W klasycznym i do tego nieuregulowanym crowdfundingu projektodawca nie musi się rozliczać z efektów swoich prac. Zachęca to wiele przedsiębiorczych podmiotów do wypróbowania tej formy finansowania pomysłów. Ryzyko dotyczy utraty twarzy, czasu i ewentualnej porażki przy późniejszej próbie ponownego pozyskania finansowania w taki sposób. Istnieje zatem niebezpieczeństwo, że zmiana tego stanu rzeczy może zniszczyć ideę crowdfundingu. Trzeba jednak pamiętać, że po początkowym zachłyśnięciu się jego możliwościami (np. uniezależnienie ambitnych twórców od kapitału), dziś przeradza się on w jedną z wielu opcji finansowania projektu. Często korzystają z niej twórcy, którzy nie pozyskali pieniędzy w bardziej tradycyjny sposób. Z jednej strony może to oznaczać coś ambitnego, ale zawierającego duży czynnik ryzyka przez, paradoksalnie, swoją innowacyjność. Z drugiej – kiepski pomysł, który nie przeszedł weryfikacji w tradycyjnym, profesjonalnym trybie (bank, fundusz, anioł biznesu). Nie zmienia to faktu, że odpowiedź na pytanie, czy regulować to zjawisko, czy nie, jest trudna.
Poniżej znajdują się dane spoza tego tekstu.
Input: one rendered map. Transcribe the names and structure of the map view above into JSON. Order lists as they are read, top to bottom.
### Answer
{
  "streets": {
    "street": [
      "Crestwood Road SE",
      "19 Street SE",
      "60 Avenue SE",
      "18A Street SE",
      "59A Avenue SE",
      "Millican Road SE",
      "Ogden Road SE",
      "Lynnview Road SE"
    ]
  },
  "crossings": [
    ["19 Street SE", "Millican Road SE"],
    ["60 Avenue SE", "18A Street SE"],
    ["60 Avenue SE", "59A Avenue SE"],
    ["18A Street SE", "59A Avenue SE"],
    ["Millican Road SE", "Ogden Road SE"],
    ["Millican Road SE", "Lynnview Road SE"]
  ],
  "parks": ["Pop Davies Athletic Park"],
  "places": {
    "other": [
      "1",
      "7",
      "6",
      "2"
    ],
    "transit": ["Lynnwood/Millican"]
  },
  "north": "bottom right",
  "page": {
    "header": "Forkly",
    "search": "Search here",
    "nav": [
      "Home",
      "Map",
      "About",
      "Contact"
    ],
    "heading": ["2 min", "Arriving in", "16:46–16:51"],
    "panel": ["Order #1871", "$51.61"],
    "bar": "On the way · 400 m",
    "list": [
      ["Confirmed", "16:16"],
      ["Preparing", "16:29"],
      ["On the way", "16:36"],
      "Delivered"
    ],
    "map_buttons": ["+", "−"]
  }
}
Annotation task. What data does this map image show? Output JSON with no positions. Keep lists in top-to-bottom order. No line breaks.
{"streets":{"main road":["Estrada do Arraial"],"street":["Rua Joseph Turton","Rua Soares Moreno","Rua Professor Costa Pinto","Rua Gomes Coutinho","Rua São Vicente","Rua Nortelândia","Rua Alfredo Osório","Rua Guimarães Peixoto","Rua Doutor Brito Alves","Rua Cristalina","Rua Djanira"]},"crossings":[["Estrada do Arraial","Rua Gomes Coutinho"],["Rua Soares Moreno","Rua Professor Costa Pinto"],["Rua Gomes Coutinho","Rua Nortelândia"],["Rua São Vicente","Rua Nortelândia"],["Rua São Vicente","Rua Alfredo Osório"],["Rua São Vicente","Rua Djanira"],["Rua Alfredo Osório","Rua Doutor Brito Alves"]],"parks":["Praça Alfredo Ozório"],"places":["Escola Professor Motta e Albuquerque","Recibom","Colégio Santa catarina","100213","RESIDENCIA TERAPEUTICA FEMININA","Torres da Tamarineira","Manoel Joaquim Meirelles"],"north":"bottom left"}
Jak należy rozwiązać tę kwestię na gruncie podatkowym?
Najpierw musi być jasno określone, czym jest crowdfunding na gruncie przepisów prawa cywilnego i handlowego. Dopiero potem można będzie pomyśleć o regulacji podatkowej. Może nawet nie będzie ona potrzebna, jeśli okaże się, że crowdfunding zostanie zaklasyfikowany do instytucji, które są już odpowiednio objęte opodatkowaniem. Do sprawy należy podejść systemowo. Nie może być bowiem tak, że zjawiska gospodarcze są nazywane i określane najpierw w ustawach podatkowych po to jedynie, aby je opodatkować.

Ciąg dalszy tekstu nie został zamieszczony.